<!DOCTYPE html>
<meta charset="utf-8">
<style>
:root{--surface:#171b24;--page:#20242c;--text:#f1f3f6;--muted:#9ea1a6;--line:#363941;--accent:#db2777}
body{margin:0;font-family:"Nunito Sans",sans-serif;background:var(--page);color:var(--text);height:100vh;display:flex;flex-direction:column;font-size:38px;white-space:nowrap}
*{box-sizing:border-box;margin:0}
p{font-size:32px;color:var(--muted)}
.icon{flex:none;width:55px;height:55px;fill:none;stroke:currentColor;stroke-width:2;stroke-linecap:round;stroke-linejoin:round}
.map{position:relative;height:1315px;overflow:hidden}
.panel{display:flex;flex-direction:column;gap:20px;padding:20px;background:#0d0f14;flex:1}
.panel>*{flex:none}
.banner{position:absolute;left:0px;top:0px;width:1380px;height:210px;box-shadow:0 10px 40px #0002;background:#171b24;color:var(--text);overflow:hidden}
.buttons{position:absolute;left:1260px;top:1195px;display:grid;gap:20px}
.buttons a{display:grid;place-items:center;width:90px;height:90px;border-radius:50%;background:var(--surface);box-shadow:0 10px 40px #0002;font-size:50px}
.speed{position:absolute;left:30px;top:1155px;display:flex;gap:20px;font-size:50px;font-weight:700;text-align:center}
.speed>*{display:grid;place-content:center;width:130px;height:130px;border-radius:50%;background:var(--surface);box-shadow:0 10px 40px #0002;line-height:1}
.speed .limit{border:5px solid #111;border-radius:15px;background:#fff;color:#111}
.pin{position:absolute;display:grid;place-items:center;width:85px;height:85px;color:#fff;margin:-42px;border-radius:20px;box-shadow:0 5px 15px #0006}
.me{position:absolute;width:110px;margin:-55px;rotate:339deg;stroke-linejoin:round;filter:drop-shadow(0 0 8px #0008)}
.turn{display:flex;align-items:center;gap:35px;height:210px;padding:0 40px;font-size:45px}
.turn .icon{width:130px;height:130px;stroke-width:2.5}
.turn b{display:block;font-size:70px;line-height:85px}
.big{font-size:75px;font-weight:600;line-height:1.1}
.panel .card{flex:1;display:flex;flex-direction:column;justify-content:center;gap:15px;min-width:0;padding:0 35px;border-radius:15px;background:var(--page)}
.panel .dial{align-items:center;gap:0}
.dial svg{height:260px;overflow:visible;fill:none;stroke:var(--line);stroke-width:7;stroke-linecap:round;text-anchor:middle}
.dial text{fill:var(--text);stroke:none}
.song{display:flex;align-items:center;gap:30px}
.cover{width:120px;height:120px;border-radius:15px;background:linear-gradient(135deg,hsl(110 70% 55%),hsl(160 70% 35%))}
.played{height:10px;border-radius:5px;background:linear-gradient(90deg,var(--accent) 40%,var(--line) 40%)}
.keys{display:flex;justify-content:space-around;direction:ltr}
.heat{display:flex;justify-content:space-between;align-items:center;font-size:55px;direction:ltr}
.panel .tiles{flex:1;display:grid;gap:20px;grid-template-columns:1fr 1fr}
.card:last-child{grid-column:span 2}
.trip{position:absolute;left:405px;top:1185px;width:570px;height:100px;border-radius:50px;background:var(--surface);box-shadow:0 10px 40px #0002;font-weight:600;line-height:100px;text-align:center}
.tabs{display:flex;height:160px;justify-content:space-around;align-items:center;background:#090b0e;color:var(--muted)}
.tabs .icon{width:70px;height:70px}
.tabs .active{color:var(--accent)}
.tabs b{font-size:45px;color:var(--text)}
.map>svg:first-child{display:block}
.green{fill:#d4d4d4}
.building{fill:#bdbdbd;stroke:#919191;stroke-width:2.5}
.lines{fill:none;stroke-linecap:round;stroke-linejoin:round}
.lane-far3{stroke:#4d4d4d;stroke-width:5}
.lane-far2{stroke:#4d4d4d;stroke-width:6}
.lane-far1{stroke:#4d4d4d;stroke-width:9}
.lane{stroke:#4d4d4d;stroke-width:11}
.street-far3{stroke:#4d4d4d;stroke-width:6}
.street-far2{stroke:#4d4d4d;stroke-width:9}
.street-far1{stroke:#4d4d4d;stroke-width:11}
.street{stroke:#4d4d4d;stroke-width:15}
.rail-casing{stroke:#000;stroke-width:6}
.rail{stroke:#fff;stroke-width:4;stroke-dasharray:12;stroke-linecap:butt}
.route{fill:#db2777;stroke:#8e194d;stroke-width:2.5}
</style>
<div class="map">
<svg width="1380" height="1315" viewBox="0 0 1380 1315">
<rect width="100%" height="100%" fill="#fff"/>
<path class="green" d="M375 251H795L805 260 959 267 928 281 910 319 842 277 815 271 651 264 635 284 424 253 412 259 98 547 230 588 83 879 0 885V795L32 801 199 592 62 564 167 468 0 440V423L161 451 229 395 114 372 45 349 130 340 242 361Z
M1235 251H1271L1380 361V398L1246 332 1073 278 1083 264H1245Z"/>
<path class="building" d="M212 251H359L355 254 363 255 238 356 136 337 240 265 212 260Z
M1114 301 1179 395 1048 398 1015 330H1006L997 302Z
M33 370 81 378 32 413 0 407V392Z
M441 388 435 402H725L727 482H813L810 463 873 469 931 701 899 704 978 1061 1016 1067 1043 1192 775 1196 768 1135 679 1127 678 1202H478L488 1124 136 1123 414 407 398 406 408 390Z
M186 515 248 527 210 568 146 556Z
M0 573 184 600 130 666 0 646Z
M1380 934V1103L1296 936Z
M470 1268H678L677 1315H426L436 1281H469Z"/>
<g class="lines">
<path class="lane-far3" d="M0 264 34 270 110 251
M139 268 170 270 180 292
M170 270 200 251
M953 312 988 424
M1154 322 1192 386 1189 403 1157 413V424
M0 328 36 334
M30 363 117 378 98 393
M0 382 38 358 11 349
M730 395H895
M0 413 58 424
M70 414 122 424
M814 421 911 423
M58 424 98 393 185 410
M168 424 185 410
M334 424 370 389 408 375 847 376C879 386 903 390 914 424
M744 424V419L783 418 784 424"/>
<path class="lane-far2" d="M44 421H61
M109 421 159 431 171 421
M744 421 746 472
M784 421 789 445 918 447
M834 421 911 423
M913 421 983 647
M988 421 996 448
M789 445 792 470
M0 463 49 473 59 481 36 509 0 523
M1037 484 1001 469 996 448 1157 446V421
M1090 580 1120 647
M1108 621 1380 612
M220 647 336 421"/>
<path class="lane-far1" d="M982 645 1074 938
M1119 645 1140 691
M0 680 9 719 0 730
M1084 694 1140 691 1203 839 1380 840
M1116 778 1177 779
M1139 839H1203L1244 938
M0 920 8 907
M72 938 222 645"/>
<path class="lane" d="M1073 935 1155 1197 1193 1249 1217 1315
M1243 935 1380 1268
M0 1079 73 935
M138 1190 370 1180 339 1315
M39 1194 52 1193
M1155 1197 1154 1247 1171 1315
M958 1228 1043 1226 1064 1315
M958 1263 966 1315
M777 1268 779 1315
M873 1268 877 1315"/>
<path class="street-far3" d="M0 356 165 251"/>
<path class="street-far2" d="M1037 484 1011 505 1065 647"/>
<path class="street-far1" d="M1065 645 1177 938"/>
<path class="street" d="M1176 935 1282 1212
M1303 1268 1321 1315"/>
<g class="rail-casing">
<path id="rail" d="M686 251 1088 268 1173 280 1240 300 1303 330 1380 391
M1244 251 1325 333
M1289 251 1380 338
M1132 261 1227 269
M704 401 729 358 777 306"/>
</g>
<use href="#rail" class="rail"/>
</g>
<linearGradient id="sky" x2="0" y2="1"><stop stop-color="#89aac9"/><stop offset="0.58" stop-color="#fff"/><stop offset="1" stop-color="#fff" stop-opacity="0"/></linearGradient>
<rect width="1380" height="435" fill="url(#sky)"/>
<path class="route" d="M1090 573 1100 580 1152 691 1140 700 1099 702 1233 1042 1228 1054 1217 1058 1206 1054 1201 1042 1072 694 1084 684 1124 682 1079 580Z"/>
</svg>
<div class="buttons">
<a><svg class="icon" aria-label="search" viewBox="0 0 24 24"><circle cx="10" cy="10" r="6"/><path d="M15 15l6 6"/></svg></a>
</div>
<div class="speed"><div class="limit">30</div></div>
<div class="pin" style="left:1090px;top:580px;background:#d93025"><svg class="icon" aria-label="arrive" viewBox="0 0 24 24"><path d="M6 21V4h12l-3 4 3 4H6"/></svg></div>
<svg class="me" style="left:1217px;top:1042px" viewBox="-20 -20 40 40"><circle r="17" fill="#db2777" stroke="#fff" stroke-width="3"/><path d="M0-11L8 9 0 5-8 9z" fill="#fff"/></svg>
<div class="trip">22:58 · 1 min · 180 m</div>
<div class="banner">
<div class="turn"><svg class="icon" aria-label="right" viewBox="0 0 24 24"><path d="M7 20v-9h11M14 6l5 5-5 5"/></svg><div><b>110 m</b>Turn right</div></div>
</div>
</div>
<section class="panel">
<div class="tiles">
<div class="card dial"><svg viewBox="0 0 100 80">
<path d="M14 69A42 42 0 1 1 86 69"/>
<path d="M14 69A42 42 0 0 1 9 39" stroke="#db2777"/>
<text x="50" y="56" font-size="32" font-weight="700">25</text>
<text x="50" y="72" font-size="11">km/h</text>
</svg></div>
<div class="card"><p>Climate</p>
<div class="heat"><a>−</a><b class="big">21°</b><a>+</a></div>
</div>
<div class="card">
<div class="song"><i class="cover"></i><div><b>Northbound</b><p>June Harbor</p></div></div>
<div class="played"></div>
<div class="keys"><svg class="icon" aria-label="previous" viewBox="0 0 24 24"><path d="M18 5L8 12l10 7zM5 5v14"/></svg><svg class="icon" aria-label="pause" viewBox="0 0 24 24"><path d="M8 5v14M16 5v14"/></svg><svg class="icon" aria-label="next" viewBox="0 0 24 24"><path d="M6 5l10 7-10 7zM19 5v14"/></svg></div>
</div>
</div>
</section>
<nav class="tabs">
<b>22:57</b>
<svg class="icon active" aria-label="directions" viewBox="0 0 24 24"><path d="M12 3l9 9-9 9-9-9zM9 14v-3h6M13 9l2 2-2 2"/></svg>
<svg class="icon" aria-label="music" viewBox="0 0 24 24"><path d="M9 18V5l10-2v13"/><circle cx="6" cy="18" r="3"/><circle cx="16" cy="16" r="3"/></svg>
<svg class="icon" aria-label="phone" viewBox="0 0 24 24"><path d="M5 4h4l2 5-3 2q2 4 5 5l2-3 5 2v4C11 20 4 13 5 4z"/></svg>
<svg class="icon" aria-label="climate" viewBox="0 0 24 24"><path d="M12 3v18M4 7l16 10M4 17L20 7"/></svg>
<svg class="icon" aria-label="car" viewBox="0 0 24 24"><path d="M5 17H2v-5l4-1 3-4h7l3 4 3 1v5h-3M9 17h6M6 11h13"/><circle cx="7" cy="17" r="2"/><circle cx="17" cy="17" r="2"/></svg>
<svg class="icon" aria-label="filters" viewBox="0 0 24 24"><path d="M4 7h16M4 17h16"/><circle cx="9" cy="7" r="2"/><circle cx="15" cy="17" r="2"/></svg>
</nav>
┄┄┄┄┄┄┄┄┄┄┄┄┄┄┄┄┄┄┄┄
Go through the entries above and pull out each line with "played" in it.

.played{height:10px;border-radius:5px;background:linear-gradient(90deg,var(--accent) 40%,var(--line) 40%)}
<div class="played"></div>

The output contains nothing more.